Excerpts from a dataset
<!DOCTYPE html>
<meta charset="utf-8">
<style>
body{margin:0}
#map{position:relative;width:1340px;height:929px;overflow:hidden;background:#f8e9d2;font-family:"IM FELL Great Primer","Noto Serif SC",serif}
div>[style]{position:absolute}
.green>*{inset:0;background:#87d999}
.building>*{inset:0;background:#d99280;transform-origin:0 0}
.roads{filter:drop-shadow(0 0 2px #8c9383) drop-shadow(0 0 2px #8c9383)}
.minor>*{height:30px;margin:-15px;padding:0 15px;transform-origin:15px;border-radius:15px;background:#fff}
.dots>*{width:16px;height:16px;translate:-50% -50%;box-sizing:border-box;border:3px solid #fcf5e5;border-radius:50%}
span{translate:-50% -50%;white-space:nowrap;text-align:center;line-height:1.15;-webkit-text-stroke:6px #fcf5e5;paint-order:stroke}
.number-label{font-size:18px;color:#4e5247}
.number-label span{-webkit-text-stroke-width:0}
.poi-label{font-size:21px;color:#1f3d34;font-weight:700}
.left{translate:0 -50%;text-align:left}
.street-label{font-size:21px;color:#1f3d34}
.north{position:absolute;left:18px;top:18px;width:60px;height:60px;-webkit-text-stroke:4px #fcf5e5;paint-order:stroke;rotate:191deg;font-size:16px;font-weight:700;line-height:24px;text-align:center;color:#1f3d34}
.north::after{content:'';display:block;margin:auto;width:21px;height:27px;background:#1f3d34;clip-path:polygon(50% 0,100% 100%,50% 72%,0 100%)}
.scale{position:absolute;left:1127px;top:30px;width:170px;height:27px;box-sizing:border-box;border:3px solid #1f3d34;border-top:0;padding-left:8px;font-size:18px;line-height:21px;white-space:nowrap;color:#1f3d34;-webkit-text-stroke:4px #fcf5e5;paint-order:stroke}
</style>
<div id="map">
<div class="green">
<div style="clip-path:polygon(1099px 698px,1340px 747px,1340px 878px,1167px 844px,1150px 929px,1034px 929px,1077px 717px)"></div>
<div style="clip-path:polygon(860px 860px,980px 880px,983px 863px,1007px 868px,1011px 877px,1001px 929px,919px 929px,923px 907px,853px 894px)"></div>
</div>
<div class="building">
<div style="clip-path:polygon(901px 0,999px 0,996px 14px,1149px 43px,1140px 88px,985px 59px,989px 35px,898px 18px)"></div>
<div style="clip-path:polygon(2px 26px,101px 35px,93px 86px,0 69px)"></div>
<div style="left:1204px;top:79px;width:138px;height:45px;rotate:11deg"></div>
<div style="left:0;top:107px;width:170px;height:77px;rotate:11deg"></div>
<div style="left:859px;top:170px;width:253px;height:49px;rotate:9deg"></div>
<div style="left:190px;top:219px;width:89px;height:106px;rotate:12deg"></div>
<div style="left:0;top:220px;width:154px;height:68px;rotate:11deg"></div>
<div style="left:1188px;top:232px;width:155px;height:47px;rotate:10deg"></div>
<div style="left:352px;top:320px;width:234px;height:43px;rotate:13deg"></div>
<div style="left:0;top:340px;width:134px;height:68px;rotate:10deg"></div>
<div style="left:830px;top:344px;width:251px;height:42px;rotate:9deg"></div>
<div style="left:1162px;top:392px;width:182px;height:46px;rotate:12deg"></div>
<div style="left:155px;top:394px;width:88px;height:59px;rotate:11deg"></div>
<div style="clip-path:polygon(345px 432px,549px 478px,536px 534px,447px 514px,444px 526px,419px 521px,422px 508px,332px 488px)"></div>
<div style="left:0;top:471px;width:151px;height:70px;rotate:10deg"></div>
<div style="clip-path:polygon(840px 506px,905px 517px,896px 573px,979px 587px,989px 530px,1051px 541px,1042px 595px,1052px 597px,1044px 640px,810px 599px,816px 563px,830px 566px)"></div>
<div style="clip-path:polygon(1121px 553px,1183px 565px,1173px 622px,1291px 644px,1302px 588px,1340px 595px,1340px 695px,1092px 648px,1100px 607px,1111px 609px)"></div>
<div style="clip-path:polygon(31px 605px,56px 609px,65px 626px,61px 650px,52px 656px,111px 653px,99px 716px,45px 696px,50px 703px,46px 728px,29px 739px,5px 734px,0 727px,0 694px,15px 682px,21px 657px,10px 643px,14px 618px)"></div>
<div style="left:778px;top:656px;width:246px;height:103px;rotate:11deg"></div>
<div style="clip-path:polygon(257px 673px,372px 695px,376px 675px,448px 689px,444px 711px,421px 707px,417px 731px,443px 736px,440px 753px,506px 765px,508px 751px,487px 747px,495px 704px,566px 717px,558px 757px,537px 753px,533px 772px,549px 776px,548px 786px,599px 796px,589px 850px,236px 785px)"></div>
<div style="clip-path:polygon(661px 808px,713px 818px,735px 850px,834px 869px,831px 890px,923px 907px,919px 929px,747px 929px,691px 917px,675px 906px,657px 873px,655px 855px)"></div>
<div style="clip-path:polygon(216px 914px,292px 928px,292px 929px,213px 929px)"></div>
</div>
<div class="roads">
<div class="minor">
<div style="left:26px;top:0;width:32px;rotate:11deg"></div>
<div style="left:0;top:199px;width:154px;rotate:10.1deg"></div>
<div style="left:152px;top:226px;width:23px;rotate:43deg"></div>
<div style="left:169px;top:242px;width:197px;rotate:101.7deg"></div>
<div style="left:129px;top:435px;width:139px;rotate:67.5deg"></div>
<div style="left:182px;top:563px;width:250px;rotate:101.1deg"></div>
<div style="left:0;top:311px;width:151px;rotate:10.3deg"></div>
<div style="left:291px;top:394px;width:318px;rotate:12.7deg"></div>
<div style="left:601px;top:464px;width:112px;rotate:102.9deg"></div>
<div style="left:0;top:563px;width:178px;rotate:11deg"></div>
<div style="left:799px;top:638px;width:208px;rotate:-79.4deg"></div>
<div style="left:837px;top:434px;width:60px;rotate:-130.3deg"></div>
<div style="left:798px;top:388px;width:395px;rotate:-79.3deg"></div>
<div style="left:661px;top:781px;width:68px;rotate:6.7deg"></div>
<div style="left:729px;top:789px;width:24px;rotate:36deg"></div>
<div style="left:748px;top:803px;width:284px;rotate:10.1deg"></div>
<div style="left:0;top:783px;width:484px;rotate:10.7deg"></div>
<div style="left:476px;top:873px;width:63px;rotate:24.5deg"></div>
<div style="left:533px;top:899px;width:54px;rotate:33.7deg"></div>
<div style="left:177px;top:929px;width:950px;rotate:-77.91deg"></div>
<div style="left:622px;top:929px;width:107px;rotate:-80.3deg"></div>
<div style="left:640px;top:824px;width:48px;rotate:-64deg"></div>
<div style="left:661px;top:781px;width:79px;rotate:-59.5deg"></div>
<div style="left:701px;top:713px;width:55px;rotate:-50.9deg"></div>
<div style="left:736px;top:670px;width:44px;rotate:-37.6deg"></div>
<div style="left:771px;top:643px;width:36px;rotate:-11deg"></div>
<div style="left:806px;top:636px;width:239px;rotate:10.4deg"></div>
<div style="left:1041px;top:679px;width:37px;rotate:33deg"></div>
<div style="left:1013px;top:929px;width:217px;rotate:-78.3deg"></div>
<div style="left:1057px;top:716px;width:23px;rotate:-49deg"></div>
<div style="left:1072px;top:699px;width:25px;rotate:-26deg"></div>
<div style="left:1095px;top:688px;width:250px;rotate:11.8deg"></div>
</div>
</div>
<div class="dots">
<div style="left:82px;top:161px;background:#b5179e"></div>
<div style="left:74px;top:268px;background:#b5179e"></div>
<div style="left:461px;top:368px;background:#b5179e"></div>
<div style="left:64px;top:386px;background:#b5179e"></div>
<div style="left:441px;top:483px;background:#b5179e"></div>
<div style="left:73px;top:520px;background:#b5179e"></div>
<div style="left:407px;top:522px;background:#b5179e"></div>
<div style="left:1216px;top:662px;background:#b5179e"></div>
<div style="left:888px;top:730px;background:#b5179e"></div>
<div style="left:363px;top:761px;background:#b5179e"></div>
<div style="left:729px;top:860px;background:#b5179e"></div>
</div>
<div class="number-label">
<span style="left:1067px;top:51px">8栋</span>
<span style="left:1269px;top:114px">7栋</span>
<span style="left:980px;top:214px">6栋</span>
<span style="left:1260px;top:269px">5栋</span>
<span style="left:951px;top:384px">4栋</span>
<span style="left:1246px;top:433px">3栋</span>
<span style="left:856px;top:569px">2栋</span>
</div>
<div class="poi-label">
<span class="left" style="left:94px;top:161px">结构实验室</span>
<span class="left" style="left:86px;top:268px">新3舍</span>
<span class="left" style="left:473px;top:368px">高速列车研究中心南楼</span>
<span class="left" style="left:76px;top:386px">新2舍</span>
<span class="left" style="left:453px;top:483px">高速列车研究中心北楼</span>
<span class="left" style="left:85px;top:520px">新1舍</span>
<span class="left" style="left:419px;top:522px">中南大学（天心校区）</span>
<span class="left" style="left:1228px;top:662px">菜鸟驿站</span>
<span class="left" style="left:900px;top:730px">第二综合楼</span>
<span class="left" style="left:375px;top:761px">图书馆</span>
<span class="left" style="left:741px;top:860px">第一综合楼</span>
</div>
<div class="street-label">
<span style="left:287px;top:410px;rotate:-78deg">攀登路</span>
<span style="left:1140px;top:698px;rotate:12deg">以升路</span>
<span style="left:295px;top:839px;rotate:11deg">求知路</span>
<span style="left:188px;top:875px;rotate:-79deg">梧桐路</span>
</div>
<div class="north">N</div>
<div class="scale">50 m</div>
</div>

## [PROBLEM STATEMENT]
Go through the entries above, and wherever a line holds the word "scale", copy that line.

## [WRITTEN RESPONSE]
.scale{position:absolute;left:1127px;top:30px;width:170px;height:27px;box-sizing:border-box;border:3px solid #1f3d34;border-top:0;padding-left:8px;font-size:18px;line-height:21px;white-space:nowrap;color:#1f3d34;-webkit-text-stroke:4px #fcf5e5;paint-order:stroke}
<div class="scale">50 m</div>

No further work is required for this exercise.